Backend Development 23 min read

How to Master In‑Memory Caching: Strategies, Pitfalls, and Performance Boosts

This article explores common caching scenarios, selection criteria, and best‑practice pitfalls, demonstrates a Go demo with configurable cache modes, compares byte‑versus‑struct caches, discusses concurrency, expiration, failover, cache transfer, lock contention, memory management, and provides benchmark results to guide high‑performance backend development.

MaGe Linux Operations

Feb 1, 2024

How to Master In‑Memory Caching: Strategies, Pitfalls, and Performance Boosts

Origin

Caching is the simplest way to improve performance, but it is not a panacea; in some cases, transactional or consistency constraints prevent reuse of computed results, making cache invalidation one of the two most common challenges in computer science.

If operations are limited to immutable data, cache invalidation is unnecessary and caching merely reduces network overhead. When mutable data must be synchronized, cache invalidation becomes critical.

The simplest invalidation method is TTL‑based expiration. Although event‑driven invalidation can be more precise, TTL is simpler and more portable, especially when events may be delayed or lost.

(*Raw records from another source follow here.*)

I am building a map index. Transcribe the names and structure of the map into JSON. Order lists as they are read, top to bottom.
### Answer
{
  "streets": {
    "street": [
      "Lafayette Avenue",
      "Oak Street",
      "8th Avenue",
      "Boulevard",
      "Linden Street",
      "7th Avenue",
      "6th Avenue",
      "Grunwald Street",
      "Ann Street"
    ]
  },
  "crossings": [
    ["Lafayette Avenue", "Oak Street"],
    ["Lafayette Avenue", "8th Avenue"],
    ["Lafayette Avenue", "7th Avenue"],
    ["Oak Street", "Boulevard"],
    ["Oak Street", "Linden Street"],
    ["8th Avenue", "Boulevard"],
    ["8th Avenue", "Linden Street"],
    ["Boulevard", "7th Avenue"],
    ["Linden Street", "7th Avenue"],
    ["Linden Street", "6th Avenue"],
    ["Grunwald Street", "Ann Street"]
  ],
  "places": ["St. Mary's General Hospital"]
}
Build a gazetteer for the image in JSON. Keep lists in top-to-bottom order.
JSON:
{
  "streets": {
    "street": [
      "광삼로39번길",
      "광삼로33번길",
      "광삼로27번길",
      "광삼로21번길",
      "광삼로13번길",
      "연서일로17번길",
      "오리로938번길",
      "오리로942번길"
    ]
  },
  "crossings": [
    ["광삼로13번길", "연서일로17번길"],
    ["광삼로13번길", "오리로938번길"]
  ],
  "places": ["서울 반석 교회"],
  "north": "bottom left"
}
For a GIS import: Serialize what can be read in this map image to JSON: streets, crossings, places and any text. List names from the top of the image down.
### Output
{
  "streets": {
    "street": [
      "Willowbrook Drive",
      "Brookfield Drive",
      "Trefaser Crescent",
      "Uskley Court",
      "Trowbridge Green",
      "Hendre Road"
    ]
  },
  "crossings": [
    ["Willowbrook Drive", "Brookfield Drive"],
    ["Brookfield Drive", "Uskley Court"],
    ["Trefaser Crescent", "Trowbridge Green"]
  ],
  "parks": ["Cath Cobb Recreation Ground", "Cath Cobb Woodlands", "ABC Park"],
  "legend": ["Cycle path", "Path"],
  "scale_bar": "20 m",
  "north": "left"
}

Short TTLs often represent a trade‑off between performance and consistency, acting as a barrier to reduce load on the data source under high traffic.

Demo Application

The demo receives a URL with request parameters and returns a JSON object; because data is stored in a database, the interaction is relatively slow.

It uses the plt tool for load testing with the following parameters: cardinality – number of unique URLs generated, affecting cache hit rate group – number of similar requests sent concurrently, simulating concurrent access to the same key

go run ./cmd/cplt --cardinality 10000 --group 100 --live-ui --duration 10h --rate-limit 5000 curl --concurrency 200 -X 'GET' 'http://127.0.0.1:8008/hello?name=World&locale=ru-RU' -H 'accept: application/json'

The command launches a client that sends 10,000 distinct URLs at 5,000 requests per second with a maximum concurrency of 200, batching 100 requests per URL. Real‑time metrics are shown below.

The demo defines three cache modes via the CACHE environment variable: none – no caching; every request hits the database naive – simple map with a 3‑minute TTL advanced – uses github.com/bool64/cache library with many performance‑enhancing features and a 3‑minute TTL

The code resides at github.com/vearutop/cache-story and can be started with make start-deps run.

Without caching, the system reaches a maximum of 500 RPS; once concurrent connections exceed 130, the database blocks with “Too many connections”.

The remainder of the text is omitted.